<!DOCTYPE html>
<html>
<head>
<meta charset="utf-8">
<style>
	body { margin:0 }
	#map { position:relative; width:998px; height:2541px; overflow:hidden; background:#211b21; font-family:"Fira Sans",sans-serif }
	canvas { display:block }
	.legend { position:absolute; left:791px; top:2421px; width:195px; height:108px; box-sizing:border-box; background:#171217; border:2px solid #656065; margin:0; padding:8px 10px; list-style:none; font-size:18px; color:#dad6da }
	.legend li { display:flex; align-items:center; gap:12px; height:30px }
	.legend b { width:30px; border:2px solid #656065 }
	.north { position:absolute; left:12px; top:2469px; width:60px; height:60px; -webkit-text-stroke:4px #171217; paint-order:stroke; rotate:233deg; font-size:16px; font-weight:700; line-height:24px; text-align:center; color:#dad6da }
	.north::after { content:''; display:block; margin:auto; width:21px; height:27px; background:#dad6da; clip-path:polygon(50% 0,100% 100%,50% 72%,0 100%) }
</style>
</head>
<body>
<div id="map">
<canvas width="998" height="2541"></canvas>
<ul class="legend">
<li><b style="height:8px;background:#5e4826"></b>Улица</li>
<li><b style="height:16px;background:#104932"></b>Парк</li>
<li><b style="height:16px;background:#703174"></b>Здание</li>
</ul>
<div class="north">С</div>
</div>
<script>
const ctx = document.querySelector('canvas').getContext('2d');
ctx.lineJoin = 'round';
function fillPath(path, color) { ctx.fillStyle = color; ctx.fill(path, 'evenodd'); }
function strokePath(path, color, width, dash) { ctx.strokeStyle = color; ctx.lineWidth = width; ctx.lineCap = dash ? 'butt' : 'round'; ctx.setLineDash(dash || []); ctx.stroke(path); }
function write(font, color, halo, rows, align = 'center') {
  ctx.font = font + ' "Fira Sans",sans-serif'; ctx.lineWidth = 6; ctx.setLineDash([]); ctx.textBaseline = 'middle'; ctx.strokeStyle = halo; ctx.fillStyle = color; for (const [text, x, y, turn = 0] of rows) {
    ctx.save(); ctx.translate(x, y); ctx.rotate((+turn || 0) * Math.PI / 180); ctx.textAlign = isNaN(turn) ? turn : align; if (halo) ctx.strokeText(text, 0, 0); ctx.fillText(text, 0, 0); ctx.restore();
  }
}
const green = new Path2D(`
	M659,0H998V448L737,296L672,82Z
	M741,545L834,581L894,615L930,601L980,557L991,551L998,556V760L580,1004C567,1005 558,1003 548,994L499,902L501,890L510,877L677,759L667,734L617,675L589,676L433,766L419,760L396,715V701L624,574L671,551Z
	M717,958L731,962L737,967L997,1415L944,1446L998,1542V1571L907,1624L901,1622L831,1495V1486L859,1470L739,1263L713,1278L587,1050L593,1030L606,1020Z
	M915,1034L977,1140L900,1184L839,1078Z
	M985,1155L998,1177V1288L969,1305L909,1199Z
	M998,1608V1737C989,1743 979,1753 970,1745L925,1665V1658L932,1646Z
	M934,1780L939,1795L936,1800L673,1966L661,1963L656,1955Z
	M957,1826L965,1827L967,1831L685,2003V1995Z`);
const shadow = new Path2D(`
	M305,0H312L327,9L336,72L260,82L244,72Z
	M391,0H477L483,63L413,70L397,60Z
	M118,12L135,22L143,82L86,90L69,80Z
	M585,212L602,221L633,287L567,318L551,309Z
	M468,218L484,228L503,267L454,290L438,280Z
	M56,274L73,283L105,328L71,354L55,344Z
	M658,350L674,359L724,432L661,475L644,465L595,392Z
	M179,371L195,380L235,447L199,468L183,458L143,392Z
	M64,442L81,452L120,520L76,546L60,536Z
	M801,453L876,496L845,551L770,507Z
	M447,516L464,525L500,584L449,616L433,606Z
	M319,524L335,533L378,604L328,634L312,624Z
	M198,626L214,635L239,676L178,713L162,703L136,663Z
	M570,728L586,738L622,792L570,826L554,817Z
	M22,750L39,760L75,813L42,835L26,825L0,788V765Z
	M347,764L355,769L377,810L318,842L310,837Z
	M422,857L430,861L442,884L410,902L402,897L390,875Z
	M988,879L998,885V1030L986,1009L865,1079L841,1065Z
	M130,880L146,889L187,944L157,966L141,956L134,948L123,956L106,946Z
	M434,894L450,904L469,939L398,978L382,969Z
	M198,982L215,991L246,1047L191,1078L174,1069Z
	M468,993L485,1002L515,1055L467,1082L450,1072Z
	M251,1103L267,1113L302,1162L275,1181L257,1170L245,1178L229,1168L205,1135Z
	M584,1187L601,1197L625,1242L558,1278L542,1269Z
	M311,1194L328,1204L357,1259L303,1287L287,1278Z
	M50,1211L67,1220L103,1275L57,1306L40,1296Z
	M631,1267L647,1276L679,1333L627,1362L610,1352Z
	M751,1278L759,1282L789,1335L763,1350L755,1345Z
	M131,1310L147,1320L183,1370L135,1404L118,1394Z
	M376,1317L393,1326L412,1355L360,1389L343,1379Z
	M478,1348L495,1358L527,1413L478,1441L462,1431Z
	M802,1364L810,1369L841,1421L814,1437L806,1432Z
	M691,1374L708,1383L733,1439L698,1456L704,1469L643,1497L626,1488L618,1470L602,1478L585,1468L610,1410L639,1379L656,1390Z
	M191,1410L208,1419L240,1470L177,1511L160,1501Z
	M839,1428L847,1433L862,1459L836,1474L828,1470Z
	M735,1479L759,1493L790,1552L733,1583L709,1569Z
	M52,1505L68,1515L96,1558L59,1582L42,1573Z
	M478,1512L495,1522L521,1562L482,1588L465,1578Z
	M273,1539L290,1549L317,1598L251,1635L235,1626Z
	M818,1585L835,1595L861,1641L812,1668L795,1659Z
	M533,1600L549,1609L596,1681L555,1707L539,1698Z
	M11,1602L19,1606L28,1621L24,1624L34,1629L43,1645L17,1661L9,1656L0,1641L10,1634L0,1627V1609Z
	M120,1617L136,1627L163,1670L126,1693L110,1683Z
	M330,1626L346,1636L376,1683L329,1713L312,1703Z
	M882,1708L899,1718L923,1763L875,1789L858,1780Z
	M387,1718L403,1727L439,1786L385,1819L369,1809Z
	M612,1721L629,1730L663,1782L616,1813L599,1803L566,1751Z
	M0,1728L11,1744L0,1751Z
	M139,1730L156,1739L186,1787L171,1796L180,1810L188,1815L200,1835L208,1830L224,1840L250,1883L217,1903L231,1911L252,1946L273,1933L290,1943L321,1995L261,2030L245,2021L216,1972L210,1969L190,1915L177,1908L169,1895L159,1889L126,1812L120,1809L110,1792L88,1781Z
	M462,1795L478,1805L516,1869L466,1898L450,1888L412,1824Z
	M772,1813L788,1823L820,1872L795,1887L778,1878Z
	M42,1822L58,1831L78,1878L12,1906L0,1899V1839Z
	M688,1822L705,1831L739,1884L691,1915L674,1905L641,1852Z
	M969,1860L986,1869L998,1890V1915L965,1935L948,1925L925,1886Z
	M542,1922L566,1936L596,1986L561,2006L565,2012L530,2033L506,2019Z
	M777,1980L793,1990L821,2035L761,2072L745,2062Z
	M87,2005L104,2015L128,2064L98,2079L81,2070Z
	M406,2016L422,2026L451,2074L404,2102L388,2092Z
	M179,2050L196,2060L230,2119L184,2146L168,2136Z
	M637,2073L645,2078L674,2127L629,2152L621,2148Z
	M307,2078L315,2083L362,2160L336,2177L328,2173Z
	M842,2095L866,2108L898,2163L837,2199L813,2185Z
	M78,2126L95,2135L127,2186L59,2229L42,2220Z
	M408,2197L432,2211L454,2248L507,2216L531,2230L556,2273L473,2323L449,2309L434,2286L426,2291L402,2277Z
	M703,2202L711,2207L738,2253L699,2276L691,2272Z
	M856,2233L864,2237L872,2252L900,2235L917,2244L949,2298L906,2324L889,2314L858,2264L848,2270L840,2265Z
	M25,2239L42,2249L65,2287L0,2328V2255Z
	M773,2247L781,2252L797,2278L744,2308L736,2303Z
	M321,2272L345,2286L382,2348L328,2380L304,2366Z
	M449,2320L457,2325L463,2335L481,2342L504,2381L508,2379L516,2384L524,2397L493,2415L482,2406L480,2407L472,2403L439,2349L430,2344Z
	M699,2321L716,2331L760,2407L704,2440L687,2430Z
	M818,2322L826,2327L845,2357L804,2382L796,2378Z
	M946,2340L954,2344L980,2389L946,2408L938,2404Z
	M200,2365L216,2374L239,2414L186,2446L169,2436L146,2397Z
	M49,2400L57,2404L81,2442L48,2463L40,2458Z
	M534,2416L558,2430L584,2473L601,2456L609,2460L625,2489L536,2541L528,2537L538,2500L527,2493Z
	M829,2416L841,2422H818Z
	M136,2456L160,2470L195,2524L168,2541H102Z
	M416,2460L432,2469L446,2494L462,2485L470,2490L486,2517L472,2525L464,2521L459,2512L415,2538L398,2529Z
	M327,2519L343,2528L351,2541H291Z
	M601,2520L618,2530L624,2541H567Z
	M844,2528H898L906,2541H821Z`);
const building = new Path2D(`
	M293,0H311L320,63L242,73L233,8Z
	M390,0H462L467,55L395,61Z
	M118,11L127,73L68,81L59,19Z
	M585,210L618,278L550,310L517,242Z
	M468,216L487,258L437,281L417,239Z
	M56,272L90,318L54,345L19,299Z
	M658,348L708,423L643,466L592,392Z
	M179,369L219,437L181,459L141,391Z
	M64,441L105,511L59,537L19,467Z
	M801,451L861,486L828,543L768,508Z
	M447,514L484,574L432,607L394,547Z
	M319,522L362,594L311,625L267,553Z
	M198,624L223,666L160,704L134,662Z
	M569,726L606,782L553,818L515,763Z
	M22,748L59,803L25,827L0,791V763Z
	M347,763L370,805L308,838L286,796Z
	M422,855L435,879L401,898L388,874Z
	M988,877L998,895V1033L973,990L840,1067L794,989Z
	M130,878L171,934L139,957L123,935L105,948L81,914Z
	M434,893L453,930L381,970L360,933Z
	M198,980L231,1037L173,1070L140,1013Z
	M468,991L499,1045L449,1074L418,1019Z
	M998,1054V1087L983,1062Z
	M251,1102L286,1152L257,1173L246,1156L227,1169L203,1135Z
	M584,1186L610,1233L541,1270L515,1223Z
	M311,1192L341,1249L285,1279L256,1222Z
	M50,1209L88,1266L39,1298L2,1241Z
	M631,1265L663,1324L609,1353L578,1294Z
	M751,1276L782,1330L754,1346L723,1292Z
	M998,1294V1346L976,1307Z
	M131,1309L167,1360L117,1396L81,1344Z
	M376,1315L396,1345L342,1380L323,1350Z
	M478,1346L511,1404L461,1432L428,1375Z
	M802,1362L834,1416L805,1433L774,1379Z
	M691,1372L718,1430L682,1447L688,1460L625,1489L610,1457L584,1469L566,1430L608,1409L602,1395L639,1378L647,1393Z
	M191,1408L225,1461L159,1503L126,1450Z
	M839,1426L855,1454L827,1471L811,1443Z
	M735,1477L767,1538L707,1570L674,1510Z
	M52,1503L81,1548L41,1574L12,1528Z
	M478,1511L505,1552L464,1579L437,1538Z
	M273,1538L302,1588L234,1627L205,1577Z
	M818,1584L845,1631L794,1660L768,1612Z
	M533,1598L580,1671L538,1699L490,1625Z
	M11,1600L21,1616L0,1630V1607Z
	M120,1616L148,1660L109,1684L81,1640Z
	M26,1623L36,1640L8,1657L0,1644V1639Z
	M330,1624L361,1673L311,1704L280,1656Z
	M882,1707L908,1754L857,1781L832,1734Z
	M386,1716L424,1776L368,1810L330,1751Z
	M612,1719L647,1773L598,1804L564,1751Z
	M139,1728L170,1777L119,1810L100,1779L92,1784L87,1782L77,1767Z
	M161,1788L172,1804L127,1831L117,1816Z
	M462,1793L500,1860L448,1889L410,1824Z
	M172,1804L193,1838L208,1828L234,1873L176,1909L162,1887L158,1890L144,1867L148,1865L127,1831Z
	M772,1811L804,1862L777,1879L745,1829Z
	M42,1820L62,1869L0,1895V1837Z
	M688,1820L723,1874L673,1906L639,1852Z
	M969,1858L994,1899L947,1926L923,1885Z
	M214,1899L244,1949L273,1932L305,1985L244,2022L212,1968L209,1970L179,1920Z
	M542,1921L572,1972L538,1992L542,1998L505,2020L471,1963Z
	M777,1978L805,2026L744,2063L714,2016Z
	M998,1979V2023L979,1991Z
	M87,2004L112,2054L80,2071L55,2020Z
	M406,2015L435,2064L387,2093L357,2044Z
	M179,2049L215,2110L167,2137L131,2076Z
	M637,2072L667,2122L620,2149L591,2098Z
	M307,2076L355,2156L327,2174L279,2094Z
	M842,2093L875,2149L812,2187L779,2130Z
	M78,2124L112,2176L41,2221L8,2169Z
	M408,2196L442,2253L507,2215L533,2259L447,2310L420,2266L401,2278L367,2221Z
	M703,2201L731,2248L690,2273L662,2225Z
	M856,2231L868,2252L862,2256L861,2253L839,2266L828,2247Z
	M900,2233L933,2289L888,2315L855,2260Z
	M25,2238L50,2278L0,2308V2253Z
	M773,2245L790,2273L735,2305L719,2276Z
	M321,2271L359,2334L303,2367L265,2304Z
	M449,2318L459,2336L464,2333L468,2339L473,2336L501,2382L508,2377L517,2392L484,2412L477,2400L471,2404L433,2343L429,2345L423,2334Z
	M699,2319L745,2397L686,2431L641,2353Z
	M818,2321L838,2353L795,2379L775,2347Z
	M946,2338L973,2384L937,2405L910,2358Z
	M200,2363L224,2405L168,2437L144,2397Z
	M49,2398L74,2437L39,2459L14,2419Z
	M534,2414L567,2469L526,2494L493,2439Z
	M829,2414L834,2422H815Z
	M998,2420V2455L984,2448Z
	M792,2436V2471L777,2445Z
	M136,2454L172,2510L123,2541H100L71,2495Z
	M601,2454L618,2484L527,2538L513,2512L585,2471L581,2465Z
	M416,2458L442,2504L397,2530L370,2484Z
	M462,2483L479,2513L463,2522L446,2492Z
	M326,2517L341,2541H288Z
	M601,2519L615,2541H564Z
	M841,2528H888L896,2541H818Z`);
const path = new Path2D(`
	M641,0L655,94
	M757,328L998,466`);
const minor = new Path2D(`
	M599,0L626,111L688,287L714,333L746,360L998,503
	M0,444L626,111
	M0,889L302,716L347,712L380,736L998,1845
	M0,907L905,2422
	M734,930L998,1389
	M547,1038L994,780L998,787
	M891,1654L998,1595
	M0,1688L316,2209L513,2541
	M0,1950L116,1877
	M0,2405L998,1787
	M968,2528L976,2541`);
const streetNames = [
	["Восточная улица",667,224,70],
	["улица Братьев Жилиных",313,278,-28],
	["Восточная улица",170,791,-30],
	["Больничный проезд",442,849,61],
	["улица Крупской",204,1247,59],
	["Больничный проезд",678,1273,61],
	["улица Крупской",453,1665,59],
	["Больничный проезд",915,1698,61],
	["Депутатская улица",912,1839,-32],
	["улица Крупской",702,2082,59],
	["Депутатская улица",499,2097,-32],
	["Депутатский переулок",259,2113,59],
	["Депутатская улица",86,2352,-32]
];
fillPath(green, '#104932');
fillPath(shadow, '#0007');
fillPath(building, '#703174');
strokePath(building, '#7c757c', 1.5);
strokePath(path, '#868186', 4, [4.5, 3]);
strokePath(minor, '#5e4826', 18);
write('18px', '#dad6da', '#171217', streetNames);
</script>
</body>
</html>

######

### Your objective:
Of the lines above, retype only those from the line containing "M330,1624L361,1673L311,1704L280,1656Z" through the line containing "M792,2436V2471L777,2445Z", including both, exactly.

### Reply:
	M330,1624L361,1673L311,1704L280,1656Z
	M882,1707L908,1754L857,1781L832,1734Z
	M386,1716L424,1776L368,1810L330,1751Z
	M612,1719L647,1773L598,1804L564,1751Z
	M139,1728L170,1777L119,1810L100,1779L92,1784L87,1782L77,1767Z
	M161,1788L172,1804L127,1831L117,1816Z
	M462,1793L500,1860L448,1889L410,1824Z
	M172,1804L193,1838L208,1828L234,1873L176,1909L162,1887L158,1890L144,1867L148,1865L127,1831Z
	M772,1811L804,1862L777,1879L745,1829Z
	M42,1820L62,1869L0,1895V1837Z
	M688,1820L723,1874L673,1906L639,1852Z
	M969,1858L994,1899L947,1926L923,1885Z
	M214,1899L244,1949L273,1932L305,1985L244,2022L212,1968L209,1970L179,1920Z
	M542,1921L572,1972L538,1992L542,1998L505,2020L471,1963Z
	M777,1978L805,2026L744,2063L714,2016Z
	M998,1979V2023L979,1991Z
	M87,2004L112,2054L80,2071L55,2020Z
	M406,2015L435,2064L387,2093L357,2044Z
	M179,2049L215,2110L167,2137L131,2076Z
	M637,2072L667,2122L620,2149L591,2098Z
	M307,2076L355,2156L327,2174L279,2094Z
	M842,2093L875,2149L812,2187L779,2130Z
	M78,2124L112,2176L41,2221L8,2169Z
	M408,2196L442,2253L507,2215L533,2259L447,2310L420,2266L401,2278L367,2221Z
	M703,2201L731,2248L690,2273L662,2225Z
	M856,2231L868,2252L862,2256L861,2253L839,2266L828,2247Z
	M900,2233L933,2289L888,2315L855,2260Z
	M25,2238L50,2278L0,2308V2253Z
	M773,2245L790,2273L735,2305L719,2276Z
	M321,2271L359,2334L303,2367L265,2304Z
	M449,2318L459,2336L464,2333L468,2339L473,2336L501,2382L508,2377L517,2392L484,2412L477,2400L471,2404L433,2343L429,2345L423,2334Z
	M699,2319L745,2397L686,2431L641,2353Z
	M818,2321L838,2353L795,2379L775,2347Z
	M946,2338L973,2384L937,2405L910,2358Z
	M200,2363L224,2405L168,2437L144,2397Z
	M49,2398L74,2437L39,2459L14,2419Z
	M534,2414L567,2469L526,2494L493,2439Z
	M829,2414L834,2422H815Z
	M998,2420V2455L984,2448Z
	M792,2436V2471L777,2445Z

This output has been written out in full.